Entertainment complex near uMhlanga, South Africa

Sibaya Casino and Entertainment Kingdom is an entertainment complex situated just north of uMhlanga and south-west of eMdloti on the North Coast of KwaZulu-Natal, South Africa.

Sibaya, owned by resort hotel chain and casino destination, Sun International is one of the only two casinos within the Greater Durban metropolitan area with the other one being Suncoast located in the city.

== Design ==
The casino was named Sibaya (Zulu meaning for "kraal") due to its main design and architecture centred around the Zulu culture, displaying the contemporary interpretation of African tribal designs based on traditional Zulu kraal imagery.

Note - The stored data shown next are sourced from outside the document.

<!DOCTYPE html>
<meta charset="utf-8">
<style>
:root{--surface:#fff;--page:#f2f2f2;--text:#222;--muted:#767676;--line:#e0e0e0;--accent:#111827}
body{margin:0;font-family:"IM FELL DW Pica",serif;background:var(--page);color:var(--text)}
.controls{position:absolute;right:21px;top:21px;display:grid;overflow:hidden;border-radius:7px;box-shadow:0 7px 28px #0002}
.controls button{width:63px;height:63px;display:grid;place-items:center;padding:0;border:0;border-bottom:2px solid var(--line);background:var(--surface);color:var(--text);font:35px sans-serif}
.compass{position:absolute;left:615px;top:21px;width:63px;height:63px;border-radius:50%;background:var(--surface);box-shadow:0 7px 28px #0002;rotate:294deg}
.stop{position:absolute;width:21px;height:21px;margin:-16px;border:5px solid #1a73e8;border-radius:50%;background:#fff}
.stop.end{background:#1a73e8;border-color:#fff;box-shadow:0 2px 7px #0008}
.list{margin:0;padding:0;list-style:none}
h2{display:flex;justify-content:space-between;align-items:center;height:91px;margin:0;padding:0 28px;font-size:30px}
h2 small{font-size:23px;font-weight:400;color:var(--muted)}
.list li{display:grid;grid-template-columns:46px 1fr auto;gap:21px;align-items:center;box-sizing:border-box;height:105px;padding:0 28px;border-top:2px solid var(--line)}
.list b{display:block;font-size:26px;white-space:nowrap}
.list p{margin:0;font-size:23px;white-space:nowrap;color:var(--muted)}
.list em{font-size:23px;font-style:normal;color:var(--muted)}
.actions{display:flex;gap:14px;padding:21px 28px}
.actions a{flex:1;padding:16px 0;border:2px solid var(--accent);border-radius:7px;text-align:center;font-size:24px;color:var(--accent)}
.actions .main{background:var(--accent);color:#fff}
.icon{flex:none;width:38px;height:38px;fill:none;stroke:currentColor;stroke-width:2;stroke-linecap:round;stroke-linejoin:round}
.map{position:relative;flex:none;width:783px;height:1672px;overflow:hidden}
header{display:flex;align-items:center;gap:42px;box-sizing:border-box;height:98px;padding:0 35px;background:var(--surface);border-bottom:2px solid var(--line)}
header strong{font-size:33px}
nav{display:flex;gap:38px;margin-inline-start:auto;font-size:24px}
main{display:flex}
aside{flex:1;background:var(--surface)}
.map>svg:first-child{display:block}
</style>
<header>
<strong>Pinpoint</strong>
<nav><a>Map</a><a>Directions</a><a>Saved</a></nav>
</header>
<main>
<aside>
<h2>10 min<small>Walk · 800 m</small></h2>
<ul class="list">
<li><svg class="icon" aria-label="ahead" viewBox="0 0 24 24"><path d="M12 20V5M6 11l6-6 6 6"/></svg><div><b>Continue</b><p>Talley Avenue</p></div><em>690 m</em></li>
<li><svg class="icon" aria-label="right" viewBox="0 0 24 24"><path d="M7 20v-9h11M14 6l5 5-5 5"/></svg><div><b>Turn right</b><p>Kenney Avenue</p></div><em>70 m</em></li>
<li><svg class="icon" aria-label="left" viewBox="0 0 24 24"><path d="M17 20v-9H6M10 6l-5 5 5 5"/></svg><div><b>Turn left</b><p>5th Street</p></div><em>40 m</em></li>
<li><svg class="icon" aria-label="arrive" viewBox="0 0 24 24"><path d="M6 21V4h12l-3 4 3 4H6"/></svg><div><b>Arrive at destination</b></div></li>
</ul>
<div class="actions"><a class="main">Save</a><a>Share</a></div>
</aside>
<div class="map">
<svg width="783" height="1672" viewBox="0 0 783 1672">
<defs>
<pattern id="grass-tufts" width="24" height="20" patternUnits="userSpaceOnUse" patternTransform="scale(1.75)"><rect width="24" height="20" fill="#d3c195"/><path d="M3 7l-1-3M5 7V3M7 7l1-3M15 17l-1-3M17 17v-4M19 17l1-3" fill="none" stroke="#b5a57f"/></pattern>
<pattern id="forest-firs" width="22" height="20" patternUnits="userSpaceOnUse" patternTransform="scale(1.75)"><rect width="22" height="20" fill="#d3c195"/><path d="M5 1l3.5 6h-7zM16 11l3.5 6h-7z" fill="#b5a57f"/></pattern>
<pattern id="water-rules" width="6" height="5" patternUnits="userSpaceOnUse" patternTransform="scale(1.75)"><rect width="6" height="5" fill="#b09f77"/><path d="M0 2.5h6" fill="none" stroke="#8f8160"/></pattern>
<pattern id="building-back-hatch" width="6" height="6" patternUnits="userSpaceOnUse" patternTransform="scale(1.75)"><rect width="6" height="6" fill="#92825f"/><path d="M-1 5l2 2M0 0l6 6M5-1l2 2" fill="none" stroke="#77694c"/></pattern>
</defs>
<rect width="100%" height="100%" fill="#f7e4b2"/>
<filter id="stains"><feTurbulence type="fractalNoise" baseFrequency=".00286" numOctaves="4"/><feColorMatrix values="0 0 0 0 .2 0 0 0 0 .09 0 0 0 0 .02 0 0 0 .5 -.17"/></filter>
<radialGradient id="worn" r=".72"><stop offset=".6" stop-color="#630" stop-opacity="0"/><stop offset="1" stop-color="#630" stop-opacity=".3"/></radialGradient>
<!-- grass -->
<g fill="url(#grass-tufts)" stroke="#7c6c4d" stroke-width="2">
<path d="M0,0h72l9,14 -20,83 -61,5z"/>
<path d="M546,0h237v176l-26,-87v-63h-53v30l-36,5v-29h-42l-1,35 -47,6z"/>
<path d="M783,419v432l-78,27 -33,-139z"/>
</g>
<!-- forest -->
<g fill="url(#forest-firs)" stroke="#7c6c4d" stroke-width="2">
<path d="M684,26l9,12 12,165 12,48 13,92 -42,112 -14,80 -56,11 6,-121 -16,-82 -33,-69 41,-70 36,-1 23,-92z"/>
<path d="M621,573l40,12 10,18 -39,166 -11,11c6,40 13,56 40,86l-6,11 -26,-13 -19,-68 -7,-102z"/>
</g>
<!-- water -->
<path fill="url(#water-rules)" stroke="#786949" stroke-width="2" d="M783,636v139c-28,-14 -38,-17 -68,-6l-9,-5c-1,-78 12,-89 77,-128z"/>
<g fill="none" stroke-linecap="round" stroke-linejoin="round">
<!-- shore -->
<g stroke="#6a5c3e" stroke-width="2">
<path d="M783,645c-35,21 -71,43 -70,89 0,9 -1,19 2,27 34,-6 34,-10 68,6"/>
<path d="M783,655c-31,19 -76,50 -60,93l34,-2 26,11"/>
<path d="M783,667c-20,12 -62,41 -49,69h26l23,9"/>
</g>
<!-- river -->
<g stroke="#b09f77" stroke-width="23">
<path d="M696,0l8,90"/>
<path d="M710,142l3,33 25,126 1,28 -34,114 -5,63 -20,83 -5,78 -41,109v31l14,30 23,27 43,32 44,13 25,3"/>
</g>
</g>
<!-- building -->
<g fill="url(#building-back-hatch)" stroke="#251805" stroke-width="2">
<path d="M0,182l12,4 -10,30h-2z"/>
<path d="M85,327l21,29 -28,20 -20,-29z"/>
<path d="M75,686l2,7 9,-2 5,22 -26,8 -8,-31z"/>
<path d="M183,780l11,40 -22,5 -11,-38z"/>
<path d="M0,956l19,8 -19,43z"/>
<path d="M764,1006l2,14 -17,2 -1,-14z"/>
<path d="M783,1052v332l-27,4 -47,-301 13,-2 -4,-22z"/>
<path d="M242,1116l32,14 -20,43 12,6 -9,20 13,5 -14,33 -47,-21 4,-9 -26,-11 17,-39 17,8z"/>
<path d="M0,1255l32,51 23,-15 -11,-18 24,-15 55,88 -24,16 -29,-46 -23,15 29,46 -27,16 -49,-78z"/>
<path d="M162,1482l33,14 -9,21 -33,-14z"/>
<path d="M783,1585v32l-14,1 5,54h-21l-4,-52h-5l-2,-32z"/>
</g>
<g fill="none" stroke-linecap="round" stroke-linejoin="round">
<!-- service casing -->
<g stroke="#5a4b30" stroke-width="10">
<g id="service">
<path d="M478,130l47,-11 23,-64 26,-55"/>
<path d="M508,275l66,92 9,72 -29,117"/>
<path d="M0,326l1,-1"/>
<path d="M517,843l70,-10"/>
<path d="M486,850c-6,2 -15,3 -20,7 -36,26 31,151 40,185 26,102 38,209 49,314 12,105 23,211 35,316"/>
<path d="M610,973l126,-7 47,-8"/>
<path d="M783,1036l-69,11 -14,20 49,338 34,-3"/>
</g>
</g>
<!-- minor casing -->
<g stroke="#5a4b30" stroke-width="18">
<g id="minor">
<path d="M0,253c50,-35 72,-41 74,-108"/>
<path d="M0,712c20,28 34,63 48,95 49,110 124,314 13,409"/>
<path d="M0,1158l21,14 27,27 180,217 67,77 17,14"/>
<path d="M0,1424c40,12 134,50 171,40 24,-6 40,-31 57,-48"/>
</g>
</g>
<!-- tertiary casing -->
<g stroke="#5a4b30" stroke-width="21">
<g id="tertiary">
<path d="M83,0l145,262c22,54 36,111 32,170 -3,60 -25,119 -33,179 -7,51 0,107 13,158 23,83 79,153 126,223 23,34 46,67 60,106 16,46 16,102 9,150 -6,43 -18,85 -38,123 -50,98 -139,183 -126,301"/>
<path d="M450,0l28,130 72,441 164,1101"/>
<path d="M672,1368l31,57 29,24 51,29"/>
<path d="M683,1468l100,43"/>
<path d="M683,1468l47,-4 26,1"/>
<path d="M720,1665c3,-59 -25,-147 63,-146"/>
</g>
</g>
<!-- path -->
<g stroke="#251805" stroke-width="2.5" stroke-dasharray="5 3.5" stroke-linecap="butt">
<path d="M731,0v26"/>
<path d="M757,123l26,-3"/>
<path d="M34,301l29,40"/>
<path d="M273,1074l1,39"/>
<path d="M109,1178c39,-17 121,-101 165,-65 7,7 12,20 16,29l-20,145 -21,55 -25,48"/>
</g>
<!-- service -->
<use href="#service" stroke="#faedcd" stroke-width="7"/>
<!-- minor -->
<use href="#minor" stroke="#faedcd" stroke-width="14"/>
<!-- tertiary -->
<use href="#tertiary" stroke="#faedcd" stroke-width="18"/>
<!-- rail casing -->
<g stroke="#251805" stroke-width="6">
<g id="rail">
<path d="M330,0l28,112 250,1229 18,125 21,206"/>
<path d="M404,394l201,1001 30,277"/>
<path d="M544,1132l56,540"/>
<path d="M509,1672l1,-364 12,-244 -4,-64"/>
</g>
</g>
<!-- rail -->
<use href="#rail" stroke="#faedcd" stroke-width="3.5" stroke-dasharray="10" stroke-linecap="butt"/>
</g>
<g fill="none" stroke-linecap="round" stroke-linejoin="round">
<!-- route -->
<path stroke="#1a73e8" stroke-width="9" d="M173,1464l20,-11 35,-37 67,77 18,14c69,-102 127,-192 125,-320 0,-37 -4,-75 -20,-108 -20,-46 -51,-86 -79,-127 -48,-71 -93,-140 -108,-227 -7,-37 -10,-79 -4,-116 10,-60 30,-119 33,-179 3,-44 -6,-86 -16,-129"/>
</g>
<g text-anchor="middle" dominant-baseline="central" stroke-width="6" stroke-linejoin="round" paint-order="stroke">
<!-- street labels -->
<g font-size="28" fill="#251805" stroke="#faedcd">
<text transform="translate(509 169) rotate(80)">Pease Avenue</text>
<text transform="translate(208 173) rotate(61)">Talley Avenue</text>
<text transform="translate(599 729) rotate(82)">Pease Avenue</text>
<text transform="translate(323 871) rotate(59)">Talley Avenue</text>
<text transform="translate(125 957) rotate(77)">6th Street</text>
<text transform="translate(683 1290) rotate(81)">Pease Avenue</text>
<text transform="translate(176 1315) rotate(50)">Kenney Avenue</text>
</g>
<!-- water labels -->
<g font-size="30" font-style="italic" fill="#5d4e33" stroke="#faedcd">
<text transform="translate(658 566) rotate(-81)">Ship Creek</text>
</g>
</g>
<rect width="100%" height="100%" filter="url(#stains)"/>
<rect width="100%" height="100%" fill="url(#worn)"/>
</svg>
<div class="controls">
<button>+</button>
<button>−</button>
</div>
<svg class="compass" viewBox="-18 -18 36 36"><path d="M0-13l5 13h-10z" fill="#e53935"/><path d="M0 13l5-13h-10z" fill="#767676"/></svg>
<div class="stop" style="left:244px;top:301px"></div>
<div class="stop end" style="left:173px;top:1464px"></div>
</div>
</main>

Its most notable Zulu-inspired architecture is its massive central domed structure is encircled by eight satellite structures with their own identities.

== Building components ==

Sibaya consists of the casino, two hotels- Sibaya Lodge and Royal Sibaya, foodcourt, a conference centre, Izimbo Conference Centre and a 577-seater Afro-chic theatre, iZulu Theatre.

== Access ==
Sibaya has a single access way, Sibaya Drive linking the casino with the N2 interchange (Exit 188) to the west and the M4 to the east. The N2 highway runs north to the King Shaka International Airport and KwaDukuza and south to Durban, while the M4 runs north to eMdloti and Ballito and south to uMhlanga and Durban.